Gangwar Neelesh, Balraj Keerthiveena, Rathore Anurag S
School of Interdisciplinary Research, Indian Institute of Technology, Delhi, New Delhi, 110016, India.
Yardi School of Artificial Intelligence, Indian Institute of Technology, Delhi, New Delhi, 110016, India.
Appl Microbiol Biotechnol. 2024 Apr 24;108(1):308. doi: 10.1007/s00253-024-13147-w.

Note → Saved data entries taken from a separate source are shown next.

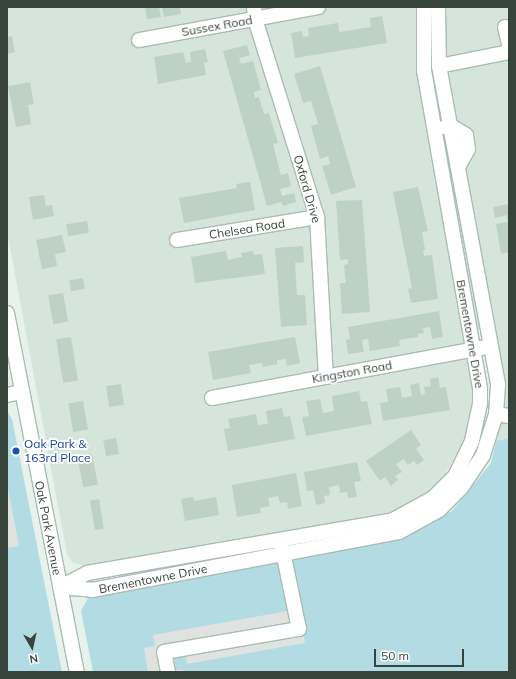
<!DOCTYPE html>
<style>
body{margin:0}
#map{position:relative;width:516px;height:679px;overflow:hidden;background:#e6f2eb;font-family:Mulish,sans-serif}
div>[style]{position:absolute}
.residential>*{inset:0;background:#d5e5db}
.green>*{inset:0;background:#b2dbe3}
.parking>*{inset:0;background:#dee3e0}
.building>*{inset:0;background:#bdd2c4;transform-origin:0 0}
.roads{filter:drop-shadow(1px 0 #aabcb1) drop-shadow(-1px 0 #aabcb1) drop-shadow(0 1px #aabcb1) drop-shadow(0 -1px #aabcb1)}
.minor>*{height:14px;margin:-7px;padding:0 7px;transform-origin:7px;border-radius:7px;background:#fff}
.dots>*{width:11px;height:11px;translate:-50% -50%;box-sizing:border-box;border:2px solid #fff;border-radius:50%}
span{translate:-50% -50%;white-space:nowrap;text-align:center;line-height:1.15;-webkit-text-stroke:3.5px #fff;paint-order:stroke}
.street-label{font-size:12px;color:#36443b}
.transit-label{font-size:12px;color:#164399}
.left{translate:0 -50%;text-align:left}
.frame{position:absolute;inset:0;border:8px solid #36443b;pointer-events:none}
.north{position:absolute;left:12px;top:627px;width:40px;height:40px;-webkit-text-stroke:3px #fff;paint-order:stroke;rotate:171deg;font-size:11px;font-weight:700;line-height:16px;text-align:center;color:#36443b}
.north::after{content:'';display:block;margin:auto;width:14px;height:18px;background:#36443b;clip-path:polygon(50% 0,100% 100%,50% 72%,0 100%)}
.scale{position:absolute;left:374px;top:649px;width:90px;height:18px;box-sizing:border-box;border:2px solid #36443b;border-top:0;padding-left:5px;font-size:12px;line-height:14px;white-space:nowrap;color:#36443b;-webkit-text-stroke:3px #fff;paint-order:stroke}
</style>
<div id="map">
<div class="residential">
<i style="clip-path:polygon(7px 7px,509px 7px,509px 438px,496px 441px,503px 398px,494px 326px,463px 332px,473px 382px,473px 404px,468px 430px,461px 448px,444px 475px,423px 496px,402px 509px,377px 518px,94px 567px,73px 563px,67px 554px,7px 231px)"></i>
</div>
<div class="green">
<i style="clip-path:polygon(7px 411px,12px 419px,62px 672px,7px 672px)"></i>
<i style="clip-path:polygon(509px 438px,509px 672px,93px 672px,81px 611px,88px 598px,398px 540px,452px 511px,491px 463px,496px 441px)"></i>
</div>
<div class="parking">
<i style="clip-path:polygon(7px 483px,19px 546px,7px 548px)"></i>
<i style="clip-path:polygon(299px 609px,305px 643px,187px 664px,185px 654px,169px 656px,172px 671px,183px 669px,184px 672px,148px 672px,144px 648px,155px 646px,153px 635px)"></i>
</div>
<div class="building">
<i style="clip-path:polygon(145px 7px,159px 7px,161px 17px,147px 19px)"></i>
<i style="clip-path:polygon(162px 7px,180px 7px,181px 14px,164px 17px)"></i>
<i style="clip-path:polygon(382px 16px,387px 43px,295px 58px,291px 33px,302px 31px,303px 37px,309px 36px,308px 28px,338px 23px,339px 32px,371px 27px,370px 18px)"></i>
<i style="clip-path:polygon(12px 36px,15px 52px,7px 54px,7px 37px)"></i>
<i style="clip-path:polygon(247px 45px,250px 55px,239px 58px,241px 64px,253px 61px,261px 90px,254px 92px,255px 98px,259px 97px,264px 114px,269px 113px,278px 143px,273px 144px,281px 175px,288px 173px,291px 186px,280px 189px,282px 196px,294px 193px,296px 202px,283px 206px,281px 202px,267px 206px,223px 51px)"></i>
<i style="clip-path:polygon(205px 49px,208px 62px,204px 63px,206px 75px,158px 84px,154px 57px,183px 52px,186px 63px,191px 62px,190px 52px)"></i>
<i style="clip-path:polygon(320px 66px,356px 187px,331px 195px,322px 166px,330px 164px,328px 156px,320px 159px,311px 126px,318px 124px,311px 101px,303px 103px,294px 74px)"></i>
<i style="clip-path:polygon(30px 82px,34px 104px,28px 105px,31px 124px,16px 127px,8px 86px)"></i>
<i style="clip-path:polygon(250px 182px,255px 210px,184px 223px,179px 198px,237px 188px,236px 184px)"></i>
<i style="clip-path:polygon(418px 187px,428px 231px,422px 232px,425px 250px,423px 251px,424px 256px,432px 255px,438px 299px,411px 303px,408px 289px,412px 288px,393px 192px)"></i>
<i style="clip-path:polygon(44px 195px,46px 206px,52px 205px,54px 216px,33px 220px,29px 197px)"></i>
<i style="clip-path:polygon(362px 200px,370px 312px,342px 314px,340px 283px,346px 283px,344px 265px,348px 264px,348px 259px,340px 260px,336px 201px)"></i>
<i style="clip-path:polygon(509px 204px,509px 252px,501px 254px,496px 224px,508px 222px,507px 215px,495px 218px,493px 207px)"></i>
<i style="left:87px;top:221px;width:12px;height:21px;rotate:81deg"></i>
<i style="clip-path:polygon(62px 235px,66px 252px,55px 254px,57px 266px,42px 269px,36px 240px)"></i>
<i style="clip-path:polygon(303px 246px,304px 262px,295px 263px,297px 295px,305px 295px,307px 325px,281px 327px,275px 248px)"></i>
<i style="clip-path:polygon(226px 251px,228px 260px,242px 257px,241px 253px,253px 251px,254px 255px,262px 254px,265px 274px,195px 283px,191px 257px)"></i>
<i style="left:83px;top:278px;width:11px;height:14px;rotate:80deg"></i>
<i style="left:63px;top:293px;width:29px;height:15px;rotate:80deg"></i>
<i style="clip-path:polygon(439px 311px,443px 337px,432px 339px,430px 327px,423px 328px,424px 333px,418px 334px,418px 337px,399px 340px,400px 346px,370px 351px,368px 339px,362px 340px,364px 352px,348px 354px,346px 340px,350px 339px,348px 327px)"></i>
<i style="left:71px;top:337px;width:44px;height:15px;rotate:81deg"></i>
<i style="clip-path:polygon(295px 337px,300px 363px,287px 366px,286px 359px,277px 360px,277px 364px,263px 367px,262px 363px,249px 365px,251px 373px,213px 380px,208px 352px)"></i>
<i style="clip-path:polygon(438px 377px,440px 388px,446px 387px,450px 410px,383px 421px,380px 403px,388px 402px,386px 389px,400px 387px,402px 398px,412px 396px,410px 385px,419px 383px,421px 395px,425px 394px,424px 387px,431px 386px,430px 379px)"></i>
<i style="left:121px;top:384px;width:21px;height:15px;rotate:82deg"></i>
<i style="clip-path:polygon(359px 391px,361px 402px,367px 401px,372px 424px,306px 436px,302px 417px,309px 416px,306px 401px,320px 399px,323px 413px,334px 411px,332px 396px)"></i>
<i style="left:83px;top:401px;width:29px;height:15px;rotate:80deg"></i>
<i style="clip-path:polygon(282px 408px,284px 417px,290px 416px,295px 439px,228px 451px,224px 429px,230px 428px,228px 419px,256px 414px,258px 425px,268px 424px,266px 411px)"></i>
<i style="clip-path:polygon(411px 430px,421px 445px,416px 449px,424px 460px,417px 465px,414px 461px,408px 465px,404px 459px,396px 464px,402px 472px,395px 476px,398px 480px,391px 486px,385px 477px,380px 481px,366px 461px)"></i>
<i style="left:116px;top:438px;width:16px;height:13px;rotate:79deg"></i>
<i style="left:92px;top:454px;width:31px;height:15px;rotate:79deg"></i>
<i style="clip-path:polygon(357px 462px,361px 481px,354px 482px,357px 497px,348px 498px,347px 492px,340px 493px,339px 485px,329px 487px,330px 495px,324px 496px,325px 503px,316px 505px,313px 490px,307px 491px,304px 472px)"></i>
<i style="clip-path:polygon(296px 473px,302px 506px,288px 509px,287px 502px,280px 503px,278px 496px,268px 498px,270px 506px,260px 508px,261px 513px,237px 517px,232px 485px)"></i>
<i style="clip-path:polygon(193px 497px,194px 501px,216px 497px,219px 515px,185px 521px,181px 499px)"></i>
<i style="left:99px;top:499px;width:30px;height:9px;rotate:81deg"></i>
</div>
<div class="roads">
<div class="minor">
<i style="left:254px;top:7px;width:12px;rotate:85deg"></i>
<i style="left:255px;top:19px;width:207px;rotate:72.6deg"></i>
<i style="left:317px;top:217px;width:160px;rotate:86.8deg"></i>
<i style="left:505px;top:27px;width:18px;rotate:77deg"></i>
<i style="left:139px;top:40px;width:182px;rotate:-10.4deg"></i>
<i style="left:439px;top:66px;width:71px;rotate:-11.3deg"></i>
<i style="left:445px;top:127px;width:6px;rotate:-9deg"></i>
<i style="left:451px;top:126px;width:17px;rotate:31deg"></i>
<i style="left:466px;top:135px;width:14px;rotate:82deg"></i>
<i style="left:468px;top:149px;width:21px;rotate:119deg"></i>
<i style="left:177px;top:240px;width:142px;rotate:-9.3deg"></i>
<i style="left:7px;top:313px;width:366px;rotate:79deg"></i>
<i style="left:7px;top:395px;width:14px;rotate:-12deg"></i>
<i style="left:212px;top:398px;width:276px;rotate:-10.5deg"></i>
<i style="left:496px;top:414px;width:13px;rotate:9deg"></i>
<i style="left:60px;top:587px;width:32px;rotate:5deg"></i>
<i style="left:92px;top:590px;width:312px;rotate:-10.7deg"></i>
<i style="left:399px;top:532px;width:46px;rotate:-28.8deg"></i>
<i style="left:439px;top:510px;width:31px;rotate:-45deg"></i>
<i style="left:461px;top:488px;width:40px;rotate:-56deg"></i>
<i style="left:483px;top:455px;width:43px;rotate:-72.4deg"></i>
<i style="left:496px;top:414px;width:30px;rotate:-86deg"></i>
<i style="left:498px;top:384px;width:323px;rotate:-100.5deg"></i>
<i style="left:439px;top:66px;width:59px;rotate:-91deg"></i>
<i style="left:60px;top:587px;width:30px;rotate:-27deg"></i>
<i style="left:87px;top:573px;width:311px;rotate:-9.8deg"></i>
<i style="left:393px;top:520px;width:46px;rotate:-28.8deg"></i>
<i style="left:433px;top:498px;width:31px;rotate:-45deg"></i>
<i style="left:455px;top:476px;width:39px;rotate:-64deg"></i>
<i style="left:472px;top:441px;width:39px;rotate:-78deg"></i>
<i style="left:480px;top:403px;width:15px;rotate:-90deg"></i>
<i style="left:480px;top:388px;width:322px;rotate:-100deg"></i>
<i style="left:424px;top:71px;width:64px;rotate:-90deg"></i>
<i style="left:168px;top:672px;width:20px;rotate:-101deg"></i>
<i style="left:164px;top:652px;width:137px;rotate:-9.7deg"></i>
<i style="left:299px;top:629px;width:84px;rotate:-101.7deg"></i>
</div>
</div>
<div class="dots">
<i style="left:16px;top:451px;background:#1a4fb4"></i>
</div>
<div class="street-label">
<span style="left:217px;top:26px;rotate:-10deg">Sussex Road</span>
<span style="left:307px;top:189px;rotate:74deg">Oxford Drive</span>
<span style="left:247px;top:229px;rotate:-9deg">Chelsea Road</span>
<span style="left:470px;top:334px;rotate:80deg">Brementowne Drive</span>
<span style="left:352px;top:372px;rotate:-10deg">Kingston Road</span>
<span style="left:48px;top:528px;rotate:79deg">Oak Park Avenue</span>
<span style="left:153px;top:579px;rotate:-11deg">Brementowne Drive</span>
</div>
<div class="transit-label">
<span class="left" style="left:24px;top:451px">Oak Park &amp;<br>163rd Place</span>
</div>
<div class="frame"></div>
<div class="north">N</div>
<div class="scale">50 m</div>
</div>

Cell culture media play a critical role in cell growth and propagation by providing a substrate; media components can also modulate the critical quality attributes (CQAs). However, the inherent complexity of the cell culture media makes unraveling the impact of the various media components on cell growth and CQAs non-trivial. In this study, we demonstrate an end-to-end machine learning framework for media component selection and prediction of CQAs. The preliminary dataset for feature selection was generated by performing CHO-GS (-/-) cell culture in media formulations with varying metal ion concentrations. Acidic and basic charge variant composition of the innovator product (24.97 ± 0.54% acidic and 11.41 ± 1.44% basic) was chosen as the target variable to evaluate the media formulations. Pearson's correlation coefficient and random forest-based techniques were used for feature ranking and feature selection for the prediction of acidic and basic charge variants. Furthermore, a global interpretation analysis using SHapley Additive exPlanations was utilized to select optimal features by evaluating the contributions of each feature in the extracted vectors. Finally, the medium combinations were predicted by employing fifteen different regression models and utilizing a grid search and random search cross-validation for hyperparameter optimization. Experimental results demonstrate that Fe and Zn significantly impact the charge variant profile. This study aims to offer insights that are pertinent to both innovators seeking to establish a complete pipeline for media development and optimization and biosimilar-based manufacturers who strive to demonstrate the analytical and functional biosimilarity of their products to the innovator. KEY POINTS: • Developed a framework for optimizing media components and prediction of CQA. • SHAP enhances global interpretability, aiding informed decision-making. • Fifteen regression models were employed to predict medium combinations.
细胞培养基通过提供底物在细胞生长和增殖中发挥关键作用;培养基成分也可以调节关键质量属性(CQAs)。然而,细胞培养基固有的复杂性使得阐明各种培养基成分对细胞生长和CQAs的影响并非易事。在本研究中,我们展示了一个用于培养基成分选择和CQAs预测的端到端机器学习框架。用于特征选择的初步数据集是通过在具有不同金属离子浓度的培养基配方中进行CHO-GS(-/-)细胞培养而生成的。选择创新产品的酸性和碱性电荷变体组成(24.97±0.54%酸性和11.41±1.44%碱性)作为评估培养基配方的目标变量。使用Pearson相关系数和基于随机森林的技术对酸性和碱性电荷变体的预测进行特征排名和特征选择。此外,利用SHapley Additive exPlanations进行全局解释分析,通过评估提取向量中每个特征的贡献来选择最佳特征。最后,通过采用十五种不同的回归模型并利用网格搜索和随机搜索交叉验证进行超参数优化来预测培养基组合。实验结果表明,铁和锌对电荷变体谱有显著影响。本研究旨在为寻求建立完整的培养基开发和优化流程的创新者以及努力证明其产品与创新者产品在分析和功能上具有生物相似性的生物类似药制造商提供相关见解。要点:• 开发了一个用于优化培养基成分和预测CQAs的框架。• SHAP增强了全局可解释性,有助于做出明智的决策。• 采用十五种回归模型预测培养基组合。